With the International Supercomputing 2016 conference fast approaching, the HPC community is champing at the bit to share insights on the latest technologies and techniques to make simulation and modeling applications scale further and run faster.
The hot topic of conversation is often hardware at such conferences, but hardware is easy. Software is the hard part, and techniques for exploiting the compute throughput of an increasingly diverse collection of engines – from multicore CPUs to GPUs to DSPs and to FPGAs – evolve more slowly than hardware. And they do so by necessity.
The OpenACC group is getting out ahead of the conference to talk about the work it has been doing to make a consistent paradigm for parallel programming work across many different types of devices, and will be showing off the work it has done to make OpenACC available on IBM’s Power processors as well as one hybrid machines that combine the Power CPUs with Nvidia’s Tesla GPU accelerators.
The OpenACC standards body is also talking about new organizations that are joining the effort and hackathons and workshops that are helping supercomputing centers and industry users figure out how to better parallelize their codes to not only boost performance on clusters built from multicore processors but also machines that are accelerated by GPUs.
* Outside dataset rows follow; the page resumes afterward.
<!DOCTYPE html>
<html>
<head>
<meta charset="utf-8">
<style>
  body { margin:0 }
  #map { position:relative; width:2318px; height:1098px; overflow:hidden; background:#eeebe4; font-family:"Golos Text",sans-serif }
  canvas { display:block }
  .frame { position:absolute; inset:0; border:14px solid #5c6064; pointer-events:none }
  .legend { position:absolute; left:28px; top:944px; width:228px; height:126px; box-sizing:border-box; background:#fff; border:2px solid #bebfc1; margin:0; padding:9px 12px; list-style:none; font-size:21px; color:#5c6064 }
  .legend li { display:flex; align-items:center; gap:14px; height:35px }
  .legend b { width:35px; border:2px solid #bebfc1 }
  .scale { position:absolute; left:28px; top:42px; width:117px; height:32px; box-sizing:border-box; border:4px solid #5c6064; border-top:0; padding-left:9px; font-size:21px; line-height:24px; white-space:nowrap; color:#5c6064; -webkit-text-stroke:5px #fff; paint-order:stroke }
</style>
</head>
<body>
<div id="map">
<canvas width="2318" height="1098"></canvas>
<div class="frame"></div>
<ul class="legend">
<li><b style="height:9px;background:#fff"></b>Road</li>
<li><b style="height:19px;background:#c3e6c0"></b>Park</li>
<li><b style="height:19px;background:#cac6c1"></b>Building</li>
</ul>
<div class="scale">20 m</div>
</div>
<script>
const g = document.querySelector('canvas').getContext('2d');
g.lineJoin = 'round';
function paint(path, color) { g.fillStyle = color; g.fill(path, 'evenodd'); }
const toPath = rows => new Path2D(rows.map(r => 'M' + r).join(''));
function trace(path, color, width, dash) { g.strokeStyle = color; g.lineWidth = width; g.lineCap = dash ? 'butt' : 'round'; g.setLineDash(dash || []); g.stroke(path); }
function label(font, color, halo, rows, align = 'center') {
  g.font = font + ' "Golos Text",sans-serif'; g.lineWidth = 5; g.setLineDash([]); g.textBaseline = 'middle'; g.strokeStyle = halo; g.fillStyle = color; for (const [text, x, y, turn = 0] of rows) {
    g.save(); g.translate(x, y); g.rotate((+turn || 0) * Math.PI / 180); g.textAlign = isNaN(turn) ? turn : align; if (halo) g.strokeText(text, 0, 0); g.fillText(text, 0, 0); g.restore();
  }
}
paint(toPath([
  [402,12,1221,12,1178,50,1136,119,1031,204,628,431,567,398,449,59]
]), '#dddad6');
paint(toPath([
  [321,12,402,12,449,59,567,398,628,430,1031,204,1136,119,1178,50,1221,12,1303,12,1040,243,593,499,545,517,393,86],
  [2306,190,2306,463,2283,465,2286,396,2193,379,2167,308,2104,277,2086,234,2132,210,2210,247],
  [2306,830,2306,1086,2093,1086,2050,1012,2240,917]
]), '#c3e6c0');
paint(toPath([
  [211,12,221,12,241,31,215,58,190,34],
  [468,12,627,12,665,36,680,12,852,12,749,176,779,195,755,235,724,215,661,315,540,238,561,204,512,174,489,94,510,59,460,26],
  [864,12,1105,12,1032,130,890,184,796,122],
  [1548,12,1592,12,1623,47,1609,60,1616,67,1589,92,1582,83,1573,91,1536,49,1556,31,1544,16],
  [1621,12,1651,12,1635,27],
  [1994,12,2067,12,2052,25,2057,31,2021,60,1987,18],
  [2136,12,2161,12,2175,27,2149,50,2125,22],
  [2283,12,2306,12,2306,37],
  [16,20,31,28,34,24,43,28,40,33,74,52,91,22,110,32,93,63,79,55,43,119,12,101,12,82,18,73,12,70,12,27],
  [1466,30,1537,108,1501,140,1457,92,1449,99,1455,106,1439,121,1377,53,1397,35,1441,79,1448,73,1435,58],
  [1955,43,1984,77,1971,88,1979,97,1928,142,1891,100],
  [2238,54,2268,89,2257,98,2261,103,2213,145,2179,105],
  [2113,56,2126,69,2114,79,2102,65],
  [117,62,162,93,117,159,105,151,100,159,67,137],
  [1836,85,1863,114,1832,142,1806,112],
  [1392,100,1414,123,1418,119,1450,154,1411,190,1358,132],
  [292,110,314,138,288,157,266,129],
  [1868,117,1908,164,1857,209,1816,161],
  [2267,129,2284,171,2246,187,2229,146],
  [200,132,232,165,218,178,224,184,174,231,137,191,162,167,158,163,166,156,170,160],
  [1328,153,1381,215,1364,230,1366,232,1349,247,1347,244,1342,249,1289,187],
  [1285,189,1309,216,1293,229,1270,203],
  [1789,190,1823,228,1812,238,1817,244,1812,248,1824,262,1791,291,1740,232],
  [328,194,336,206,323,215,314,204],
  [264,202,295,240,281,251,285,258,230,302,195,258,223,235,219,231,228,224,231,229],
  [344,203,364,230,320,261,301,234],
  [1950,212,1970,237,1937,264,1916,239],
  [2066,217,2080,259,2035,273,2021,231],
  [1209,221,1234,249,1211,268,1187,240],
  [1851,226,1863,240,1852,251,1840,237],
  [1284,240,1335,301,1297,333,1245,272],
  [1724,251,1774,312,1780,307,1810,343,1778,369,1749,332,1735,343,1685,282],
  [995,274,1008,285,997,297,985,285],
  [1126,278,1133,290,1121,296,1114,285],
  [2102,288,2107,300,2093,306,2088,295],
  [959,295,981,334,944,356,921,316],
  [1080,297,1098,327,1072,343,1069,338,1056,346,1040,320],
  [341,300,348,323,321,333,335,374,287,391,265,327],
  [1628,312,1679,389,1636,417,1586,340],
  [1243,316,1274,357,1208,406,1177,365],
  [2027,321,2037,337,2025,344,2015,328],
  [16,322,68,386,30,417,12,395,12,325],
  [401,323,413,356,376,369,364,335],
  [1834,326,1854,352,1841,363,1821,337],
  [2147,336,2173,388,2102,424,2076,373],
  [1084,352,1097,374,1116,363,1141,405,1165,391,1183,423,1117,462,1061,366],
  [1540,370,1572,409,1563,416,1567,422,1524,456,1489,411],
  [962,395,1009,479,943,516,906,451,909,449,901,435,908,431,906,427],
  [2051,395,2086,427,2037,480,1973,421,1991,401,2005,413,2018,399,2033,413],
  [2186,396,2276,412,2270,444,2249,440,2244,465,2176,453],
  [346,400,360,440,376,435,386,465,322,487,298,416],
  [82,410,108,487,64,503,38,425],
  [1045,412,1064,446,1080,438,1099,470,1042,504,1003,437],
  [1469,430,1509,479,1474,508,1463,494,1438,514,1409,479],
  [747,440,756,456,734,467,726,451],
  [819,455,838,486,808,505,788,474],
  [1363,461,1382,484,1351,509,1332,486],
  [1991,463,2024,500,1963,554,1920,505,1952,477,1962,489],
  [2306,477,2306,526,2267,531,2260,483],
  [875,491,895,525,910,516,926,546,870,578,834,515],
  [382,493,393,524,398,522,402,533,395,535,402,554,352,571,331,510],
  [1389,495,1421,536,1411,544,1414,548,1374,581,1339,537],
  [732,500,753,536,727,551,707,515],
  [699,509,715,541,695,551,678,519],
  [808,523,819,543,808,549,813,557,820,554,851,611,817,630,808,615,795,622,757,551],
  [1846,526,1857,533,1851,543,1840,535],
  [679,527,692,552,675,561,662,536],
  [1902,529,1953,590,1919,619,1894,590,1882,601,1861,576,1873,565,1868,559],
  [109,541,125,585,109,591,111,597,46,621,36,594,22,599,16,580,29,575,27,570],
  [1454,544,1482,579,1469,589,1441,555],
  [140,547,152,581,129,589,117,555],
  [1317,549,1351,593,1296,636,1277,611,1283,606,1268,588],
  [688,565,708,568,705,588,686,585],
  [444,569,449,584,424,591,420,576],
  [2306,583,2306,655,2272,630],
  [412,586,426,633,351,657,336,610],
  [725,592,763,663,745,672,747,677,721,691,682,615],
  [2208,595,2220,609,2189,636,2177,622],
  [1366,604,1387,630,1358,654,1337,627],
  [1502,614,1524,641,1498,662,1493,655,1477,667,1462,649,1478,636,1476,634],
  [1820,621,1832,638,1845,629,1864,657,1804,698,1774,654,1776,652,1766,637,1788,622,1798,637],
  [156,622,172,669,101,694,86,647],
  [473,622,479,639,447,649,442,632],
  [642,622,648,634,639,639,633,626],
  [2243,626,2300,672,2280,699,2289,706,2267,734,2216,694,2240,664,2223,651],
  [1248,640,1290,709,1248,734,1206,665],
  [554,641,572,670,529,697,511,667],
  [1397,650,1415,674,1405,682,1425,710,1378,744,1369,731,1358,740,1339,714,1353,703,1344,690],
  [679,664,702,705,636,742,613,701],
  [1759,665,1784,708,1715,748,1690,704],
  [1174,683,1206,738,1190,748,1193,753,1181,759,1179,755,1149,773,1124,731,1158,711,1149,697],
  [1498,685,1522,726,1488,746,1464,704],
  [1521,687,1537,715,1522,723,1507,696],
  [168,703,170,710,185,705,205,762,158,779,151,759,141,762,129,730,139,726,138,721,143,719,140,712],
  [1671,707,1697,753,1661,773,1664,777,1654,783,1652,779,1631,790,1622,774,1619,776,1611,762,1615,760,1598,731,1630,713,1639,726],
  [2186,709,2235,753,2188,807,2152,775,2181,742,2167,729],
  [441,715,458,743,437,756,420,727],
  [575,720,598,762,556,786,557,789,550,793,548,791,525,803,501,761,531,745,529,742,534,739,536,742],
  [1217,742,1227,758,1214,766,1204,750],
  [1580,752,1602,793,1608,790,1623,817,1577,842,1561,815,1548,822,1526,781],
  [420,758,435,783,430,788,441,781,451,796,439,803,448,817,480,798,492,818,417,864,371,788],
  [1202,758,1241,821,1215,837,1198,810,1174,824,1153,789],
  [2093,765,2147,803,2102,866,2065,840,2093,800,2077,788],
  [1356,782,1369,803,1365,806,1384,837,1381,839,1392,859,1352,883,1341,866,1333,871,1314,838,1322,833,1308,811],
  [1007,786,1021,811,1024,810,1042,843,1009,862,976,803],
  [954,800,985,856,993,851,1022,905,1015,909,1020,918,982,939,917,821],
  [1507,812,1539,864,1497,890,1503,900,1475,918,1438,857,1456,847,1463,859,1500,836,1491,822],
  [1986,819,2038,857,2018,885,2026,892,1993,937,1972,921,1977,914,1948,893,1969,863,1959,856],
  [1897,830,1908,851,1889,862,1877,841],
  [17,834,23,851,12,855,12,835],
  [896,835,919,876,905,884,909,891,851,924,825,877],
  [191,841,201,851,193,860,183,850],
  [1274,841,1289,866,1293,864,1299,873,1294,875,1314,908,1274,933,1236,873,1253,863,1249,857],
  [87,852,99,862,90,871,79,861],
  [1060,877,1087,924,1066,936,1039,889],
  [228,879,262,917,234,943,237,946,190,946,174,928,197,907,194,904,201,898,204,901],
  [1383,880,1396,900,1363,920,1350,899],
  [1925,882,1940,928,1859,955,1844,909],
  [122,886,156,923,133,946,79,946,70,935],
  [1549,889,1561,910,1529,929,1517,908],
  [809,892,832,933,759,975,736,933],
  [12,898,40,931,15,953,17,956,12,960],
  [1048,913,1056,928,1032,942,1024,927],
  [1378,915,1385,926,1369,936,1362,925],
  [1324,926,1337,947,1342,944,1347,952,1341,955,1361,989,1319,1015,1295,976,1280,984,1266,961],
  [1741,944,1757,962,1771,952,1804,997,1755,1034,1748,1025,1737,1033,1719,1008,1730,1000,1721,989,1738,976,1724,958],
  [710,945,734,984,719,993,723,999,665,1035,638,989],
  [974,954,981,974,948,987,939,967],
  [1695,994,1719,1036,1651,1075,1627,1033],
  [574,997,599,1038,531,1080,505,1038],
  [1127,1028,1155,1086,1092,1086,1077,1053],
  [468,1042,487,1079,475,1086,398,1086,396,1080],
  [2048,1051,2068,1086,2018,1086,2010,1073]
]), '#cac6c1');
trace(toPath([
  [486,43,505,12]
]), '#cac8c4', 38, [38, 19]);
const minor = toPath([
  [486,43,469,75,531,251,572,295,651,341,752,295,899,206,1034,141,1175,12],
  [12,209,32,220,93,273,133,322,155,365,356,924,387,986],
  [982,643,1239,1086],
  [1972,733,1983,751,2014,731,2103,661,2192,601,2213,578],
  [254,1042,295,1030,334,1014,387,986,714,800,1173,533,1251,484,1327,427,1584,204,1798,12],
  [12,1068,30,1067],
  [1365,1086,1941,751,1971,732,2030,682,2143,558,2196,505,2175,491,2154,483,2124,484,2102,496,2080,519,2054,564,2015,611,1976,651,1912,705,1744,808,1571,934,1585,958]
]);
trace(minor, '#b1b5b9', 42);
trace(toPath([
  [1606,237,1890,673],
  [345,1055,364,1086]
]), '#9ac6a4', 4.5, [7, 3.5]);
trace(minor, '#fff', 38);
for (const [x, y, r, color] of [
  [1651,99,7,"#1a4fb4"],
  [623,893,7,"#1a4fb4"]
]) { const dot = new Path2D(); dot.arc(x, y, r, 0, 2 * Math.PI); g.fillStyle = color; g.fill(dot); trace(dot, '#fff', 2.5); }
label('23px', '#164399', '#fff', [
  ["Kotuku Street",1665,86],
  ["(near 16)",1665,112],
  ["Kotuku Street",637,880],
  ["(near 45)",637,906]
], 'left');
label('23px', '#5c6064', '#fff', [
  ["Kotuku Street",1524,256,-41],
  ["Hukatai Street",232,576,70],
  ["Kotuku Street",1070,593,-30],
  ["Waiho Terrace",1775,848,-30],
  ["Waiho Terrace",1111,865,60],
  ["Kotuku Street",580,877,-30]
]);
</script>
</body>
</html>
The addition of support for OpenACC directives in code that runs on the Power processor or the combination of Power CPUs and Tesla GPUs is an important step for the OpenPower collective, which includes IBM and Nvidia as well as networking ally Mellanox Technologies. These three are working together to build the “Summit” and “Sierra” supercomputers for the US Department of Energy in 2017 using the future Power9 processors from IBM and the future “Volta” GPUs in Tesla accelerators from Nvidia. Getting the Power9 chips, the Volta GPUs, and 200 Gb/sec HDR InfiniBand into the field before 2017 comes to a close is going to be a challenge for all three vendors, to be sure, but all of this nifty and expansive hardware is academic if the development tools can’t take existing codes developed by the many users of the systems at Oak Ridge National Laboratory, where Summit will land, and at Lawrence Livermore National Laboratory, where Sierra will run, and move them from X86 iron or hybrid X86-GPU machines to hybrid Power-GPU iron.
To that end, the OpenACC community, which is being driven by compiler maker The Portland Group, which Nvidia acquired three years ago and which it runs at arm’s length, as well as by Cray, Oak Ridge, and another 21 organizations, is announcing the first compiler stack that adheres to the OpenACC standard for parallelizing applications that can run on Power chips and Tesla GPUs, setting the stage for Summit and Sierra and, more importantly, other organization that will want to buy systems that are a chip of their blocks to run their own codes.
Michael Wolfe, technical chair for OpenACC and the technology lead at PGI, tells The Next Platform that the compilers have been in closed beta for the past couple of months and that an open beta for the tools will start in August. The version of the compilers and toolchain for Power and Power-Tesla combinations will have “feature parity” with the tools that PGI has delivered for X86 processors and Tesla GPU offload, including Fortran, C, and C++ compilers and support for CUDA Fortran and both OpenACC and OpenMP for parallelizing the host.
“The way that we have implemented this is we have a PGI front end and PGI optimization technologies with LLVM as a back-end code generator to do instruction selection and scheduling and register allocation,” Wolfe explains. This was a lot quicker and easier than developing its own code generators, as it did for X86 processors nearly two decades ago. “There are some issues with interfacing with LLVM, and frankly it does not understand Fortran very well, so there are some things we need to play around with. But it is good and we don’t have to deal with the details of the Power instruction set and this technology can be used to target other processors, like ARM in the future when we decide to go in that direction.”
The marketing pitch for the Power/Tesla toolchain from PGI is that programmers will be able to use the same command line and options and it will be “pretty much compile and run,” as Wolfe put it.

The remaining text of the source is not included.